Being Allergic, Still Having a Pet?

By staff

As my children played with our golden retriever today, they glowingly told me how happy they are that we have a dog and that they were sad for families that didn’t have pets because animals are so much fun. We talked about some of their friends who are allergic to dogs or cats and that they really can’t have a pet because having one in the house would make them feel sick. My girls wondered if there was any way around that. Since I wasn’t really sure, I decided to research it a little and here is what I found.

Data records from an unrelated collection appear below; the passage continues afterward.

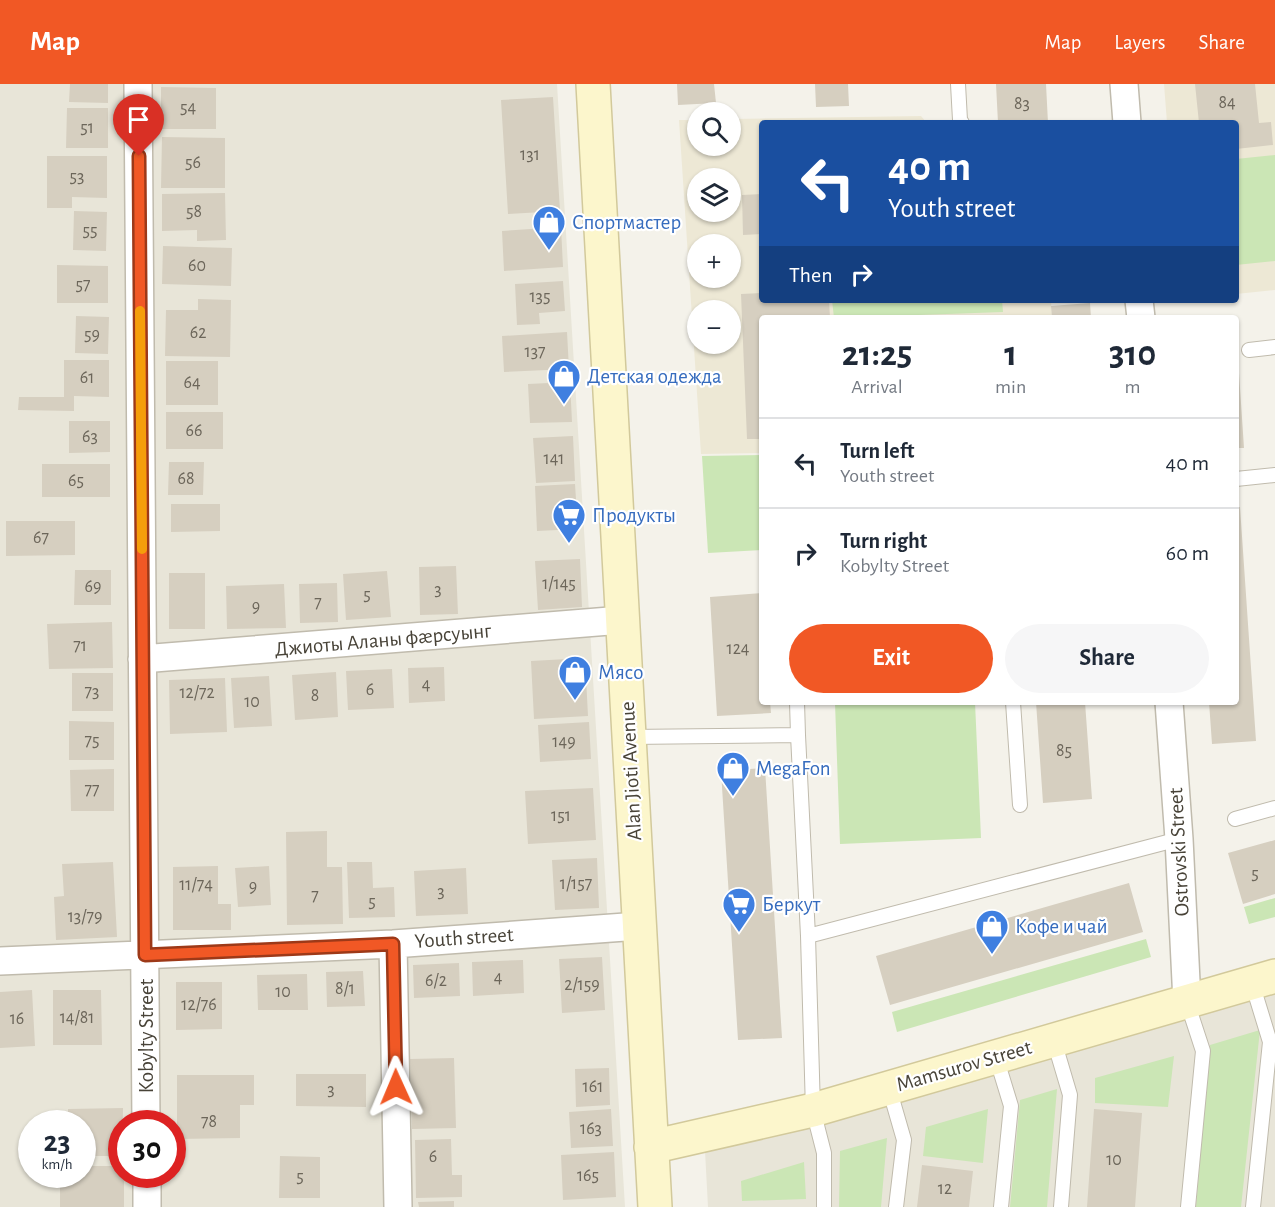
<!DOCTYPE html>
<meta charset="utf-8">
<style>
:root{--surface:#fff;--page:#f6f6f7;--text:#1f2937;--muted:#747a83;--line:#e0e1e3;--accent:#f15825}
body{margin:0;font-family:"Alegreya Sans",sans-serif;background:var(--page);color:var(--text);height:100vh;display:flex;flex-direction:column;font-size:22px;white-space:nowrap}
*{box-sizing:border-box;margin:0}
p{font-size:20px;color:var(--muted)}
.icon{flex:none;width:33px;height:33px;fill:none;stroke:currentColor;stroke-width:2;stroke-linecap:round;stroke-linejoin:round}
.map{position:relative;flex:1;overflow:hidden}
.side{position:absolute;left:759px;top:231px;width:480px;height:390px;display:flex;flex-direction:column;background:var(--surface);border-radius:6px;box-shadow:0 2px 4px #0004}
.side>*{flex:none}
.banner{position:absolute;left:759px;top:36px;width:480px;height:183px;border-radius:6px;box-shadow:0 2px 4px #0004;background:#1a4fa0;color:#fff;overflow:hidden}
.tools{position:absolute;left:687px;top:18px;display:grid;gap:12px}
.tools a{display:grid;place-items:center;width:54px;height:54px;border-radius:50%;background:var(--surface);box-shadow:0 2px 4px #0004;font-size:30px}
.speed{position:absolute;left:18px;top:1026px;display:flex;gap:12px;font-size:30px;font-weight:700;text-align:center}
.speed>*{display:grid;place-content:center;width:78px;height:78px;border-radius:50%;background:var(--surface);box-shadow:0 2px 4px #0004;line-height:1}
.speed small{font-size:15px;font-weight:400}
.speed .limit{border:9px solid #d22;background:#fff;color:#111}
.pin{position:absolute;display:grid;place-items:center;width:51px;height:51px;color:#fff;margin:-62px -26px;border-radius:50% 50% 50% 0;rotate:-45deg;box-shadow:0 0 6px #0007}
.pin .icon{rotate:45deg}
.me{position:absolute;width:66px;margin:-33px;rotate:359deg;stroke-linejoin:round;filter:drop-shadow(0 0 4px #0008)}
.turn{display:flex;align-items:center;gap:21px;height:126px;padding:0 30px;font-size:27px}
.turn .icon{width:78px;height:78px;stroke-width:2.5}
.turn b{display:block;font-size:42px;line-height:51px}
.then{display:flex;align-items:center;height:57px;padding:0 30px;background:#0003;gap:12px;font-size:22px}
.eta{display:flex;justify-content:space-evenly;align-items:center;height:102px;text-align:center}
.eta b{font-size:36px;font-weight:700;line-height:42px}
.button{display:flex;gap:12px;margin-top:auto;padding:12px 30px}
.button a{flex:1;height:69px;border-radius:36px;background:var(--accent);color:#fff;font-size:24px;font-weight:700;line-height:69px;text-align:center}
.button a+a{background:var(--page);color:var(--text)}
ul{padding:0;list-style:none}
li{display:flex;align-items:center;gap:18px;height:90px;padding:0 30px;border-top:2px solid var(--line)}
li div{flex:1}
li b{display:block;font-size:22px}
li em{font-style:normal}
header{display:flex;align-items:center;gap:36px;box-sizing:border-box;height:84px;padding:0 30px;background:var(--accent);color:#fff}
header strong{font-size:28px}
nav{display:flex;gap:33px;margin-inline-start:auto;font-size:21px}
.map>svg:first-child{display:block}
</style>
<header>
<strong>Map</strong>
<nav><a>Map</a><a>Layers</a><a>Share</a></nav>
</header>
<div class="map">
<svg width="1275" height="1123" viewBox="0 0 1275 1123">
<rect width="100%" height="100%" fill="#f4f2ea"/>
<path fill="#e8e5d8" fill-rule="evenodd" d="M0 0H557L625 1123H0ZM32 1040H82V1090H32ZM122 1040H172V1090H122Z
M1275 906V1123H708L705 1067Z"/>
<path fill="#ede8d5" fill-rule="evenodd" d="M1164 0H1275V206L1236 210V39H1167Z
M921 32 927 39H762V216H1051L1052 234H762V369L701 370 679 36H697L698 62H730L731 35ZM698 94H730V128H698ZM698 160H730V194H698ZM698 226H730V260H698Z"/>
<path fill="#cbe6b5" d="M1275 71V177L1236 181V75Z
M832 216H1002L1003 228 834 234Z
M762 371V466L708 469 702 372Z
M867 618H975L981 754 840 760 835 619Z
M1275 814V833L1249 840 1244 823Z
M1146 855 1151 873 897 948 892 928Z
M1260 946 1241 1123H1196L1210 961Z
M1174 972 1168 1023 1095 1019V994Z
M1057 1005 1047 1123H1010L1020 1016Z
M988 1025 983 1079 923 1072 926 1043Z
M887 1054 881 1123H839L840 1067Z
M804 1078 806 1115 742 1117 741 1097Z"/>
<path fill="#d6cfc0" d="M70 0H108V19L69 18Z
M677 0H714L716 19 678 21Z
M815 0H848L849 22 816 23Z
M996 0H1046L1048 39H998Z
M1195 0H1255L1259 39 1271 38 1273 61 1236 65V39H1199Z
M161 3 216 4V45H161Z
M553 13 560 127 508 130 501 16Z
M67 24H108V64H66Z
M162 53 225 54V104H161Z
M47 72H107V114L72 113V124H47Z
M225 109 226 156 197 157V146L162 147V110Z
M762 110V150L743 151 742 111Z
M74 127 107 128 106 167 73 166Z
M561 143 563 183 504 187 502 147Z
M163 162 232 164 231 202 162 200Z
M57 181 108 182V219H57Z
M563 197 565 227 539 229 540 240 517 241 515 200Z
M762 209V216H829L830 234H762V355H747L741 210Z
M198 215 231 216 230 273 165 272 166 226H198Z
M1090 219 1091 234H1052L1051 222Z
M76 232 109 233 108 270 75 269Z
M567 248 569 285 504 288 502 252Z
M1236 274H1238L1244 364H1236Z
M64 276H109V313L74 312V327L18 326 19 313H64Z
M166 277H218V321H166Z
M570 298 572 338 530 339 528 300Z
M166 328H223V365H166Z
M69 337H110V368L69 369Z
M573 352 575 397 536 399 533 354Z
M169 378H204L203 411H168Z
M42 380H110V413H42Z
M575 400 578 445 537 447 535 402Z
M171 420H220V447L171 448Z
M1236 423H1240L1256 657 1212 660 1209 618H1236Z
M6 437H75V471L6 472Z
M580 475 582 523 538 526 535 477Z
M456 482 458 530 420 531 419 483Z
M75 486H111V521H74Z
M387 487 391 533 346 536 343 490Z
M169 489H205V545H169Z
M337 499 338 538 300 539 299 500Z
M284 500 286 544 227 545 226 502Z
M762 509V618H770L771 629 717 632 710 513Z
M112 538 113 584 49 585 47 540Z
M585 574 588 632 534 635 531 577Z
M444 583 445 617 409 619 408 584Z
M392 585 394 624 348 626 346 587Z
M336 588 338 633 295 636 292 591Z
M72 589H113V627H72Z
M269 592 272 642 234 644 231 594Z
M225 594 227 648 170 650 169 596Z
M1036 618H1085L1092 715 1043 719Z
M69 637 114 638V676H69Z
M589 638 591 675 540 678 538 641Z
M765 684 782 954 738 956 721 687Z
M114 685V727H71L70 686Z
M593 704 596 756 528 760 525 707Z
M327 747V783H342L343 840 287 841 286 748Z
M1275 756V810L1243 820 1228 769Z
M597 774 599 824 555 826 552 776Z
M113 778 117 853 56 856 54 813 64 812 62 780Z
M347 778H372L373 804 394 803 395 833 349 834Z
M218 782V820H231V846H173V783Z
M269 782 271 821 238 823 235 784Z
M466 784 468 830 416 832 414 787Z
M1129 799 1143 848 890 921 876 872Z
M602 873 605 926 562 929 559 875Z
M523 876 524 909 473 912 472 878Z
M459 879 460 912 414 914 413 881Z
M363 887 365 922 327 923 326 888Z
M307 890 308 926H258L257 891Z
M176 898H222V945L176 946Z
M32 906 35 962 0 964V908Z
M53 906H101L102 961H53Z
M454 974 456 1044 412 1045 410 975Z
M609 984 610 1021 576 1023 575 985Z
M296 990H366V1023L296 1022Z
M177 991H254V1021H240V1054L177 1055Z
M123 1024 122 1072H82V1040H68V1025Z
M611 1025 613 1062 571 1064 569 1028Z
M1094 1025 1142 1029 1135 1123H1087Z
M451 1055 452 1091H462V1113L416 1114 415 1056Z
M614 1068 616 1113 563 1116 561 1071Z
M280 1072 320 1073V1114H279Z
M922 1081 973 1087 969 1123H917Z
M82 1082H122V1090H124V1123H60V1090H82Z
M454 1117V1123H419L418 1118Z"/>
<g fill="none" stroke-linecap="round" stroke-linejoin="round">
<defs>
<path id="lane" d="M958 0 960 36 962 39
M1249 266 1275 263
M1236 395 1275 391
M1013 618 1020 721
M798 651 808 852 813 1026 824 1069V1123
M629 653 798 651 797 618
M1235 735 1275 724
M808 852 1179 755
M1252 899 1270 958 1253 1123
M1187 918 1203 967 1188 1123
M1054 957 1070 1011 1061 1123
M996 973 1011 1022 1001 1123
M889 1004 904 1056 896 1123"/>
<path id="street" d="M138 0 146 1040
M1124 0 1127 39
M1139 216 1141 234
M142 575 622 536
M1169 618 1179 755 1187 918
M393 860 398 1123
M0 877 393 860 639 842
M147 1090V1123"/>
<path id="secondary" d="M593 0 655 1123
M651 1063 813 1026 1275 892"/>
</defs>
<use href="#lane" stroke="#c0bbad" stroke-width="16"/>
<use href="#street" stroke="#c0bbad" stroke-width="30"/>
<use href="#secondary" stroke="#d2c99b" stroke-width="36"/>
<use href="#lane" stroke="#fff" stroke-width="14"/>
<use href="#street" stroke="#fff" stroke-width="27"/>
<use href="#secondary" stroke="#fcf6cc" stroke-width="33"/>
</g>
<g fill="none" stroke-linecap="round" stroke-linejoin="round">
<defs>
<path id="route" d="M139 72 145 871 393 860 396 1003"/>
</defs>
<use href="#route" stroke="#9d3918" stroke-width="15"/>
<use href="#route" stroke="#f15825" stroke-width="10"/>
<path stroke="#f59e0b" stroke-width="10" d="M140 227 142 465"/>
</g>
<defs>
<symbol id="shop-pin" viewBox="-11 -11 22 30"><path d="M0 17L-7.5 6A9.5 9.5 0 1 1 7.5 6Z" fill="#3f7fe0" stroke="#fff"/><path d="M-5-2.5h2.3a2.7 3.5 0 0 1 5.4 0H5L5.5 6h-11ZM-1.5-2.5h3a1.5 2.3 0 0 0-3 0Z" fill="#fff"/></symbol>
<symbol id="supermarket-pin" viewBox="-11 -11 22 30"><path d="M0 17L-7.5 6A9.5 9.5 0 1 1 7.5 6Z" fill="#3f7fe0" stroke="#fff"/><path d="M-6-5.5h2.5l.6 2H6L4.5 2H-2.5L-4.4-4H-6ZM-1.5 3.2a1.3 1.3 0 1 0 .1 0ZM3 3.2a1.3 1.3 0 1 0 .1 0Z" fill="#fff"/></symbol>
</defs>
<g fill-rule="evenodd">
<use href="#shop-pin" x="530" y="119" width="38" height="52"/>
<use href="#shop-pin" x="545" y="273" width="38" height="52"/>
<use href="#supermarket-pin" x="550" y="412" width="38" height="52"/>
<use href="#shop-pin" x="556" y="569" width="38" height="52"/>
<use href="#shop-pin" x="714" y="665" width="38" height="52"/>
<use href="#supermarket-pin" x="720" y="801" width="38" height="52"/>
<use href="#shop-pin" x="973" y="823" width="38" height="52"/>
</g>
<g text-anchor="middle" dominant-baseline="central" stroke-width="4.5" stroke-linejoin="round" paint-order="stroke">
<g font-size="18" fill="#6c665a">
<text x="1227" y="19">84</text>
<text x="1022" y="20">83</text>
<text x="188" y="24">54</text>
<text x="87" y="44">51</text>
<text x="530" y="71">131</text>
<text x="193" y="79">56</text>
<text x="77" y="93">53</text>
<text x="194" y="128">58</text>
<text x="90" y="147">55</text>
<text x="197" y="182">60</text>
<text x="83" y="201">57</text>
<text x="540" y="213">135</text>
<text x="198" y="249">62</text>
<text x="92" y="251">59</text>
<text x="535" y="268">137</text>
<text x="87" y="294">61</text>
<text x="192" y="299">64</text>
<text x="194" y="347">66</text>
<text x="90" y="353">63</text>
<text x="554" y="375">141</text>
<text x="186" y="395">68</text>
<text x="76" y="397">65</text>
<text x="41" y="454">67</text>
<text x="559" y="500">1/145</text>
<text x="93" y="503">69</text>
<text x="438" y="506">3</text>
<text x="367" y="511">5</text>
<text x="318" y="519">7</text>
<text x="256" y="523">9</text>
<text x="80" y="562">71</text>
<text x="738" y="565">124</text>
<text x="426" y="601">4</text>
<text x="370" y="606">6</text>
<text x="92" y="608">73</text>
<text x="197" y="609">12/72</text>
<text x="315" y="612">8</text>
<text x="252" y="618">10</text>
<text x="92" y="657">75</text>
<text x="564" y="658">149</text>
<text x="1064" y="667">85</text>
<text x="92" y="706">77</text>
<text x="561" y="732">151</text>
<text x="1255" y="790">5</text>
<text x="576" y="800">1/157</text>
<text x="196" y="801">11/74</text>
<text x="253" y="803">9</text>
<text x="441" y="808">3</text>
<text x="315" y="812">7</text>
<text x="372" y="818">5</text>
<text x="85" y="833">13/79</text>
<text x="498" y="894">4</text>
<text x="436" y="897">6/2</text>
<text x="582" y="901">2/159</text>
<text x="345" y="905">8/1</text>
<text x="283" y="908">10</text>
<text x="199" y="921">12/76</text>
<text x="77" y="934">14/81</text>
<text x="17" y="935">16</text>
<text x="593" y="1003">161</text>
<text x="331" y="1006">3</text>
<text x="209" y="1038">78</text>
<text x="591" y="1045">163</text>
<text x="433" y="1073">6</text>
<text x="1114" y="1076">10</text>
<text x="588" y="1092">165</text>
<text x="300" y="1093">5</text>
<text x="945" y="1105">12</text>
</g>
<g font-size="21" fill="#366cbe" stroke="#fff" text-anchor="start">
<text x="572" y="138">Спортмастер</text>
<text x="587" y="292">Детская одежда</text>
<text x="592" y="431">Продукты</text>
<text x="598" y="588">Мясо</text>
<text x="756" y="684">MegaFon</text>
<text x="762" y="820">Беркут</text>
<text x="1015" y="842">Кофе и чай</text>
</g>
<g font-size="21" fill="#484338" stroke="#fff">
<text transform="translate(383 556) rotate(-5)">Джиоты Аланы фæрсуынг</text>
<text transform="translate(631 687) rotate(-93)">Alan Jioti Avenue</text>
<text transform="translate(1179 768) rotate(-93)">Ostrovski Street</text>
<text transform="translate(464 854) rotate(-4)">Youth street</text>
<text transform="translate(146 952) rotate(-90)">Kobylty Street</text>
<text transform="translate(964 982) rotate(-16)">Mamsurov Street</text>
</g>
</g>
</svg>
<div class="tools">
<a><svg class="icon" aria-label="search" viewBox="0 0 24 24"><circle cx="10" cy="10" r="6"/><path d="M15 15l6 6"/></svg></a>
<a><svg class="icon" aria-label="layers" viewBox="0 0 24 24"><path d="M12 4l9 5-9 5-9-5zM3 14l9 5 9-5"/></svg></a>
<a>+</a>
<a>−</a>
</div>
<div class="speed"><div>23<small>km/h</small></div><div class="limit">30</div></div>
<div class="pin" style="left:139px;top:72px;background:#d93025"><svg class="icon" aria-label="arrive" viewBox="0 0 24 24"><path d="M6 21V4h12l-3 4 3 4H6"/></svg></div>
<svg class="me" style="left:396px;top:1003px" viewBox="-20 -20 40 40"><path d="M0-17L14 15 0 8-14 15z" fill="#f15825" stroke="#fff" stroke-width="4"/></svg>
<div class="banner">
<div class="turn"><svg class="icon" aria-label="left" viewBox="0 0 24 24"><path d="M17 20v-9H6M10 6l-5 5 5 5"/></svg><div><b>40 m</b>Youth street</div></div>
<div class="then">Then<svg class="icon" aria-label="right" viewBox="0 0 24 24"><path d="M7 20v-9h11M14 6l5 5-5 5"/></svg></div>
</div>
<section class="side">
<div class="eta">
<div><b>21:25</b><p>Arrival</p></div>
<div><b>1</b><p>min</p></div>
<div><b>310</b><p>m</p></div>
</div>
<ul>
<li><svg class="icon" aria-label="left" viewBox="0 0 24 24"><path d="M17 20v-9H6M10 6l-5 5 5 5"/></svg><div><b>Turn left</b><p>Youth street</p></div><em>40 m</em></li>
<li><svg class="icon" aria-label="right" viewBox="0 0 24 24"><path d="M7 20v-9h11M14 6l5 5-5 5"/></svg><div><b>Turn right</b><p>Kobylty Street</p></div><em>60 m</em></li>
</ul>
<div class="button"><a>Exit</a><a>Share</a></div>
</section>
</div>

Basically, it’s really not the animal itself that causes the allergies, but the dander which is constantly shed and collected not only on the animal, but also throughout the house. Though there are a few breeds of dogs and cats that don’t have as much dander, they are really not “allergy free,” but do cause fewer symptoms to those with allergies. If you want a dog or cat not of the hypoallergenic variety, here are a few tips to help you out:

• As with dust mites or other environmental allergies, the cleaner you keep your house, the better. Clean on a regular basis and empty your vacuum cleaner bag each time (HEPA vacuums are best). It’s best to have the person without the allergies do this. Make sure you get everywhere; where dust goes, dander goes.
• Choose hard wood, tile or laminate floors over carpet if possible. An immense amount of pet dander collects in carpet, and even with vacuuming, it’s hard to remove it all.
• Choose furniture that isn’t upholstered, like leather or wood as opposed to fabric covered. Having fewer pillows provides fewer places for dander to collect.
• Change your air filters regularly and have your ducts cleaned as well.
• Don’t let pets into the bedrooms of those with allergies. It’s not enough to keep them off the beds; their dander can get anywhere in a room. Having it in the bed is one of the worst places it can be. Just keep the doors shut so the rooms stay off-limits.
• Use cat litter that emits as little dust as possible. Deodorized cat litter can also cause allergies.
• Have your pet groomed regularly and feed them a healthy diet. It’s best to have them groomed somewhere off site, but outdoors is OK if somewhere else is not an option. Like vacuuming, it’s best to have someone not allergic do the grooming. Keep their hair brushed to prevent shedding. Short haired animals shed just as much as longer haired ones do, so be aware of that (I think our lab shed lots more than our golden does).
• Don’t forget about ways to rid yourself of allergies, including allergy shots, acupuncture, NAET. Many options exist with OTC and prescription meds as well.
• Make sure it’s the animal you’re allergic to and not something else. There may be other things that exacerbate your allergies, try to control those as well.

Exposure to animals in the first years of life has actually been shown to help out with other allergies later in life. Plus, they have many other great benefits! So before closing your doors to any animals with hair and sticking to the snakes and turtles, do a little research if it’s a dog or cat you’re wanting. It may be possible, and what fun you’ll all have!